Do note: FOV can also be too high. Some people play with a full on fisheye effect, and I have done this too, but looking back I am much more comfortable with lower FOVs. It depends on the game too, you may want to try lowering it and see how that works. And I do mean: outside of VR. Getting used to lower FOV overall may reduce the effect in VR.

This whole concept is about how your brain processes these things. FOV changes are confusing as hell for us.


----------



## Cvrk (Dec 13, 2017)

Agree.
"fisheye effect' makes me feel strange.
Make sure it is not set to more than 100%


----------



## erixx (Dec 13, 2017)

It could be video lag or just the game style (non stop bunny hopping), or both.


----------



## Gmr_Chick (Dec 13, 2017)

I can relate to anyone in this thread experiencing health  issues while gaming, truly. In my case though, it isn't so much motion sickness as it is eye strain. Since my vision is really poor (I basically have only one "good" eye and even its pretty bad lol) I have to sit really close to my monitor, have everything big, etc. Anyway, eye strain is quite common for me, mostly when reading or gaming (PC or console, doesn't matter) and the surefire way I can tell it's eye strain is I'll get a headache in the center of my forehead and feel REALLY nauseous, though luckily I've never thrown up due to eye strain (yet).
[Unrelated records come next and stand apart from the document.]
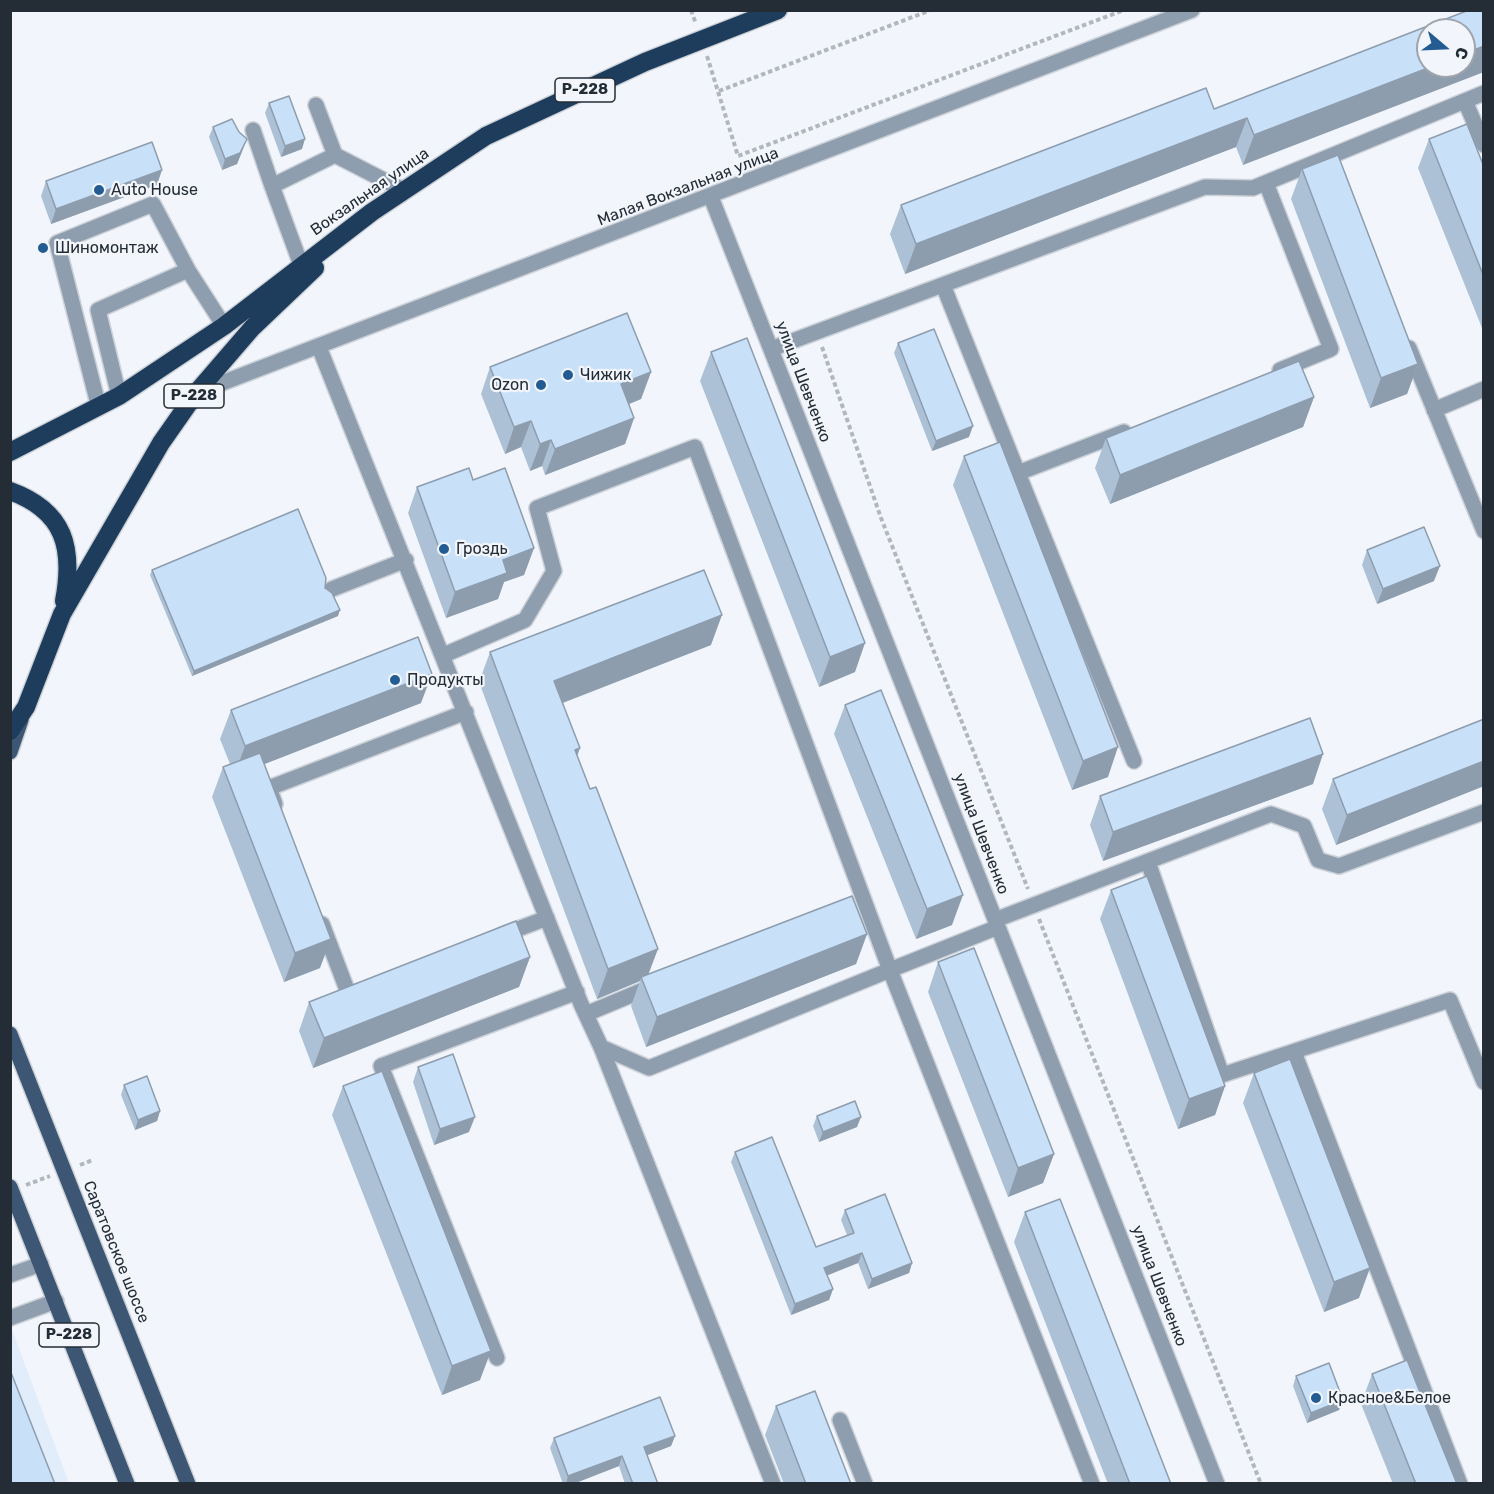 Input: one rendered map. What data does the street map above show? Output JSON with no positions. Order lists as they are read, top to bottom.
{
  "streets": {
    "highway": ["Р-228", "Вокзальная улица"],
    "main road": ["Саратовское шоссе"],
    "street": ["Малая Вокзальная улица", "улица Шевченко"]
  },
  "crossings": [
    ["Р-228", "Малая Вокзальная улица"],
    ["Р-228", "Вокзальная улица"],
    ["Малая Вокзальная улица", "улица Шевченко"]
  ],
  "places": [
    "Auto House",
    "Шиномонтаж",
    "Чижик",
    "Ozon",
    "Гроздь",
    "Продукты",
    "Красное&Белое"
  ],
  "north": "right"
} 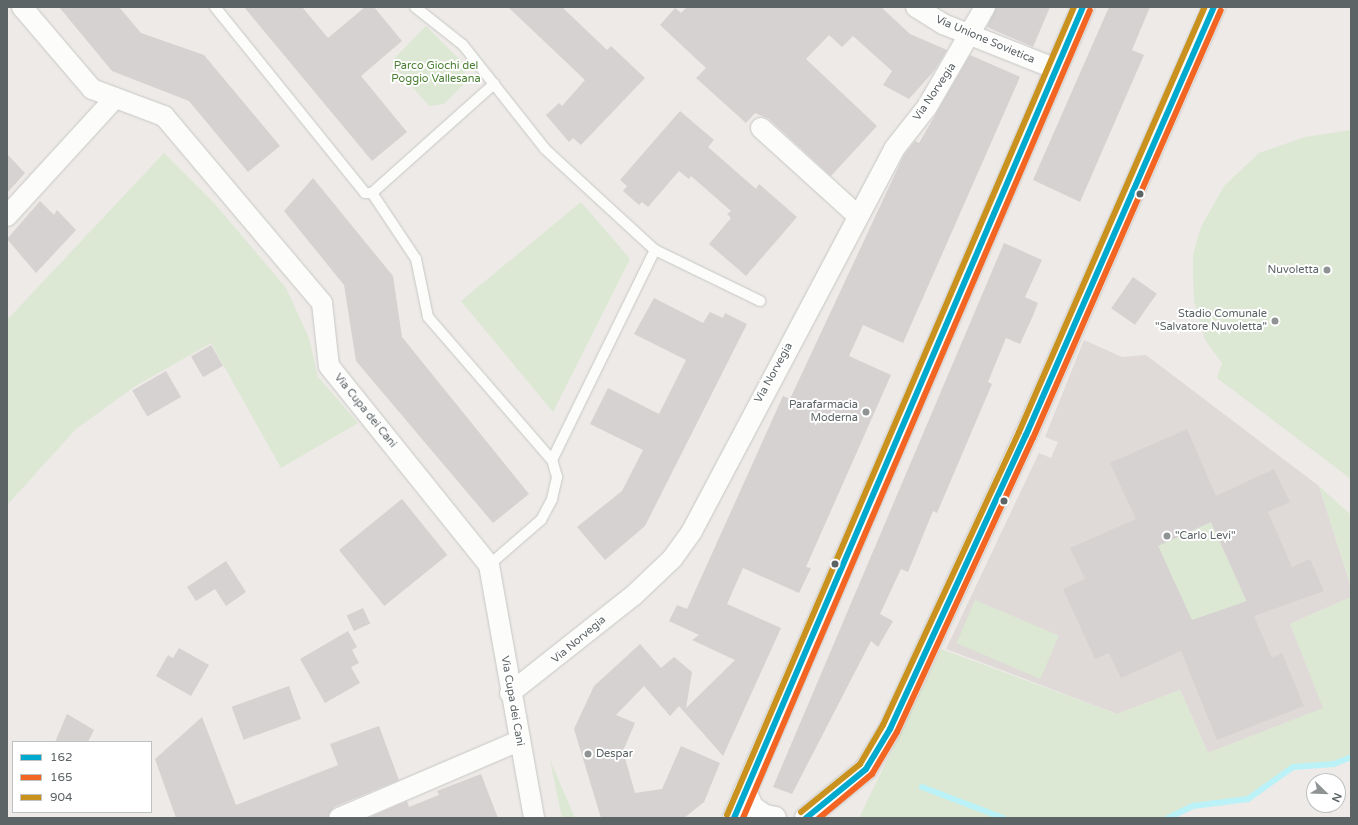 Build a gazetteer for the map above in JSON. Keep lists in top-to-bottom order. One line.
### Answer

Usually once I feel the telltale signs, I'll stop gaming/reading immediately, take something for the headache and just lie down on my bed with the room completely dark.


----------



## kurosagi01 (Dec 13, 2017)

I actually felt sick playing Mirrors edge which was a first time a game has actually made me throw up after 2 hours.


----------



## Vario (Dec 13, 2017)

I love high FOV when I play FPS, gives this predator peripheral vision edge, I usually run 110-120 depending on game.


----------



## FireFox (Jan 27, 2019)

Since my last post on this Thread things got worst. after i experienced my first motion sickness on August 2017 while playing Doom today almost 90% of my Games  ( First-Person Shooters ) i can't play it because i get sick, i remember playing Call of Duty: Black Ops in 2010 and i never felt sick but today i cant play it not even 5 minutes , the worst Games are Deus Ex ( any of them ) and Metro 2033/last night.
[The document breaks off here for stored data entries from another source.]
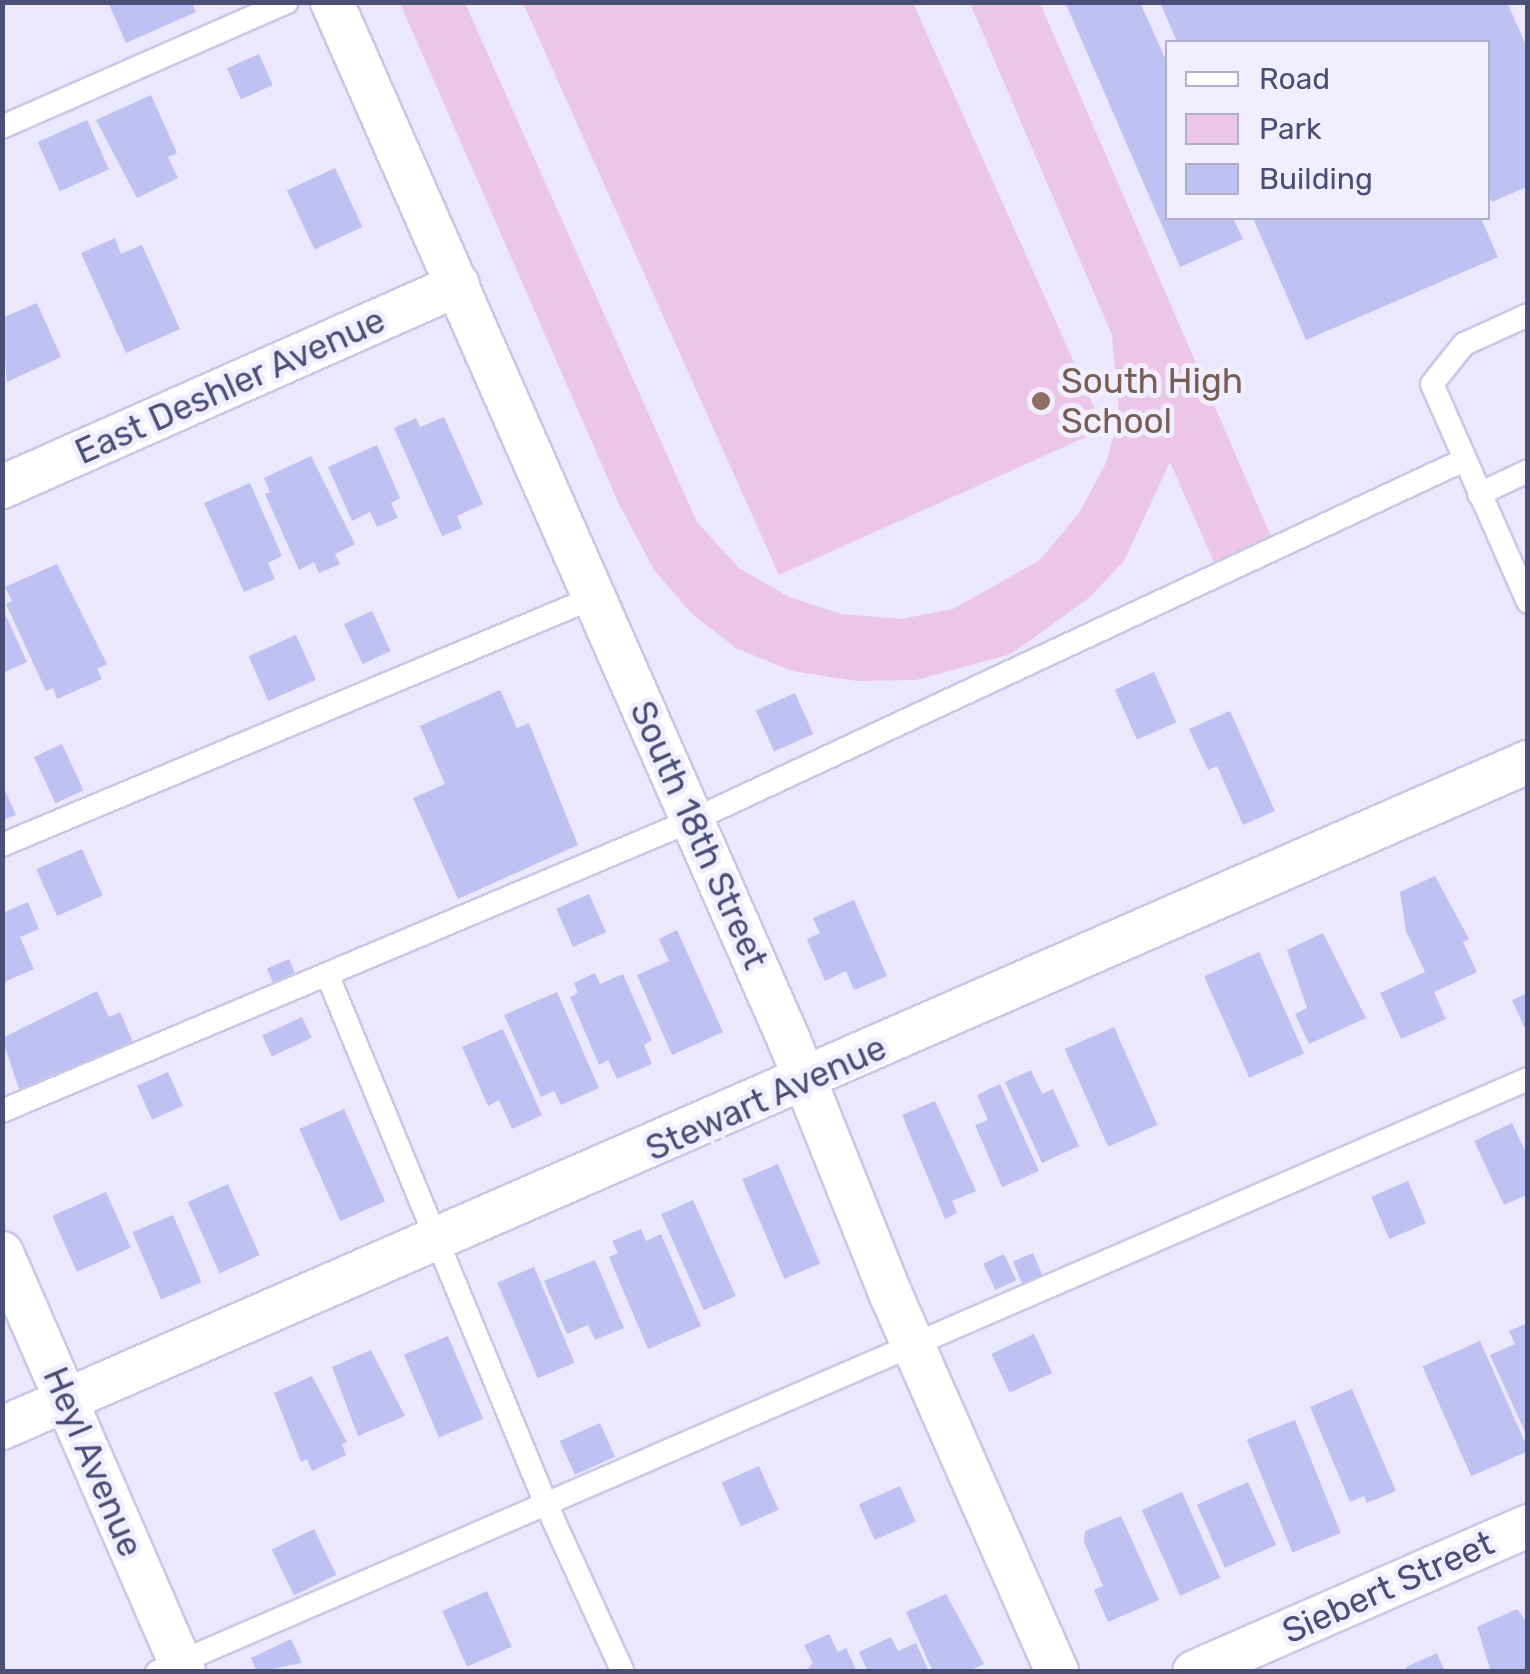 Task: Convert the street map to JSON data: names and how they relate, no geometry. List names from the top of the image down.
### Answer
{
  "streets": {
    "street": [
      "East Deshler Avenue",
      "South 18th Street",
      "Stewart Avenue",
      "Heyl Avenue",
      "Siebert Street"
    ]
  },
  "crossings": [
    ["East Deshler Avenue", "South 18th Street"],
    ["South 18th Street", "Stewart Avenue"],
    ["Stewart Avenue", "Heyl Avenue"]
  ],
  "places": ["South High School"],
  "legend": ["Road", "Park", "Building"]
}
I have Battlefield and Call of Duty collection tried to play it but i got sick to a point i threw up

Maybe I'm too old?


----------



## biffzinker (Jan 27, 2019)

Knoxx29 said:


> Maybe I'm too old?


Have any trouble with headaches or migraines?


----------



## FireFox (Jan 27, 2019)

biffzinker said:


> Have any trouble with headaches or migraines



Always


----------



## biffzinker (Jan 27, 2019)

Knoxx29 said:


> Always


Have you  seen a doctor? Undiagnosed migraine?


----------



## silentbogo (Jan 27, 2019)

Knoxx29 said:


> Maybe I'm too old?


It's  probably that plus in-game settings combined.
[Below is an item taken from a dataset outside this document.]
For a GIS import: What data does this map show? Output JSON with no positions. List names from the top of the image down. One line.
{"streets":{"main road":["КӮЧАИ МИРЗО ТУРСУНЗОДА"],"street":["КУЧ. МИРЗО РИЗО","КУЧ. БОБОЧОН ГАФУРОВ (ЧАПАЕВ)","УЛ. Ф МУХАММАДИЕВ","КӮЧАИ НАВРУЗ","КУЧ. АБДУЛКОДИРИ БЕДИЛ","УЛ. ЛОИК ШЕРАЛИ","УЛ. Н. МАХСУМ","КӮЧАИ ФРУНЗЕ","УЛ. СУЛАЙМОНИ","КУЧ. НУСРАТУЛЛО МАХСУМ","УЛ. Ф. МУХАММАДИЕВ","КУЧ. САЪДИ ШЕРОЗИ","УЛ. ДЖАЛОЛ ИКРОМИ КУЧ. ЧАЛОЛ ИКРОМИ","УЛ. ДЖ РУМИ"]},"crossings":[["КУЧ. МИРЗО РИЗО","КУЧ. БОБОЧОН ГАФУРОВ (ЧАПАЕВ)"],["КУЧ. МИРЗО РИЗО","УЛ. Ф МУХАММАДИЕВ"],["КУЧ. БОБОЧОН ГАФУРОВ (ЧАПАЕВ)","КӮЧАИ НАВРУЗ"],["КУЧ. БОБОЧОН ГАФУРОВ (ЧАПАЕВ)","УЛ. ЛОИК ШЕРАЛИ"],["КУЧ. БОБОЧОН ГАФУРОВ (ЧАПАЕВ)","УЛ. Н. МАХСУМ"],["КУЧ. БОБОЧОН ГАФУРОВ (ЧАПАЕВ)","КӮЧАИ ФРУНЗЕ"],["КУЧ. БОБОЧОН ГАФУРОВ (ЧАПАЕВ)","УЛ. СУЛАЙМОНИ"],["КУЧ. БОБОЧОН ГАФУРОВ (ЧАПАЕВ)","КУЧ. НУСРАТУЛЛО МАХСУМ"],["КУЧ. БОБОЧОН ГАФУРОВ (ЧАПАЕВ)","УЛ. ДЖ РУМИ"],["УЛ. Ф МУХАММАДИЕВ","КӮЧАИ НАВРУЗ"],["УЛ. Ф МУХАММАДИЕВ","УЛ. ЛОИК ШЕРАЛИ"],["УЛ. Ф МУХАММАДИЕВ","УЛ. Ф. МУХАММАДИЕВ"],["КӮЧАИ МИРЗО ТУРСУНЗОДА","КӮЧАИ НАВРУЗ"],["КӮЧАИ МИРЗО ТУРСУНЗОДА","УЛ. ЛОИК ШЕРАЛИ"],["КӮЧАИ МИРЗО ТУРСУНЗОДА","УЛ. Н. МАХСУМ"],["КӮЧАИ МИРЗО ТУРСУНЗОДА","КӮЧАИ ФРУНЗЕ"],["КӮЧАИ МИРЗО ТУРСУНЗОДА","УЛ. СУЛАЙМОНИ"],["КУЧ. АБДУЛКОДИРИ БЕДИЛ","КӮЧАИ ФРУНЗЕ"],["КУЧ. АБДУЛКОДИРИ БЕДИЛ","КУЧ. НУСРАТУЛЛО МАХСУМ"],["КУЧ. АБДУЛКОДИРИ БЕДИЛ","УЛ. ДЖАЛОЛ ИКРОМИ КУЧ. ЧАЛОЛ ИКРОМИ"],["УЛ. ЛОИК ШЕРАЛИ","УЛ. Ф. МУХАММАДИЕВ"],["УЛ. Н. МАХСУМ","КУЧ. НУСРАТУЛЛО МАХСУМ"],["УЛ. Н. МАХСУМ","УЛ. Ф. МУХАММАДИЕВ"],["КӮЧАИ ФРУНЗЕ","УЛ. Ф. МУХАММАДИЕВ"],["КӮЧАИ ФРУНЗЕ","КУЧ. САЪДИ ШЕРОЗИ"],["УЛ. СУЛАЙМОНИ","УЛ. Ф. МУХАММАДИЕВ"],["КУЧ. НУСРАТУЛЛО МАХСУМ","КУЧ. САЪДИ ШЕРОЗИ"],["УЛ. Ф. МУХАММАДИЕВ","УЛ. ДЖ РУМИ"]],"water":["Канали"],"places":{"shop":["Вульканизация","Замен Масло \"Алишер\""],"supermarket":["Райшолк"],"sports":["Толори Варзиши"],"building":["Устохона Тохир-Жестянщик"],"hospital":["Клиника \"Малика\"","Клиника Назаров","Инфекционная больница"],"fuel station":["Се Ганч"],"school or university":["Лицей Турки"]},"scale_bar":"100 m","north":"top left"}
1st thing to check, is your eyesight. If you get occasional headaches while working/reading it might be the first sign that you need glasses.

Fortunately for me neither 10+ years on shitty CRT monitors or occasional bursts of late-night reading did not do any damage to my retinas, but my younger brother was more susceptible. He had to wear glasses for nearly 15 years, until he went for laser correction a couple of years ago.

Regarding games:
* Deus Ex (either one) has really limited FoV. The first one was bearable due to cartoonish graphics, but Mankind Divided is pretty bad. I bumped the slider all the way to the max and my brain still hurt from it. It's just a garbage implementation on Edios' part. I have a feeling that they work somewhere in a dark flooded basement w/ old 4:3 syncmaster monitors, since they couldn't manage good FoV on widescreen in over 6 years. In contrast I've just replayed Bioshock and Bioshock 2 (original, not remastered) and never got a hint of headache from low FoV.
* With DOOM I've outlined it for you last year: blur, DoF, bloom (I always disable all of it, cause it only makes things worse and takes up a lot of resources).
* Metro 2033: same thing.
You can also add Witcher 2/3 to your "potential headache-inducers".

You may also try and move your monitor a bit further away. See if that helps.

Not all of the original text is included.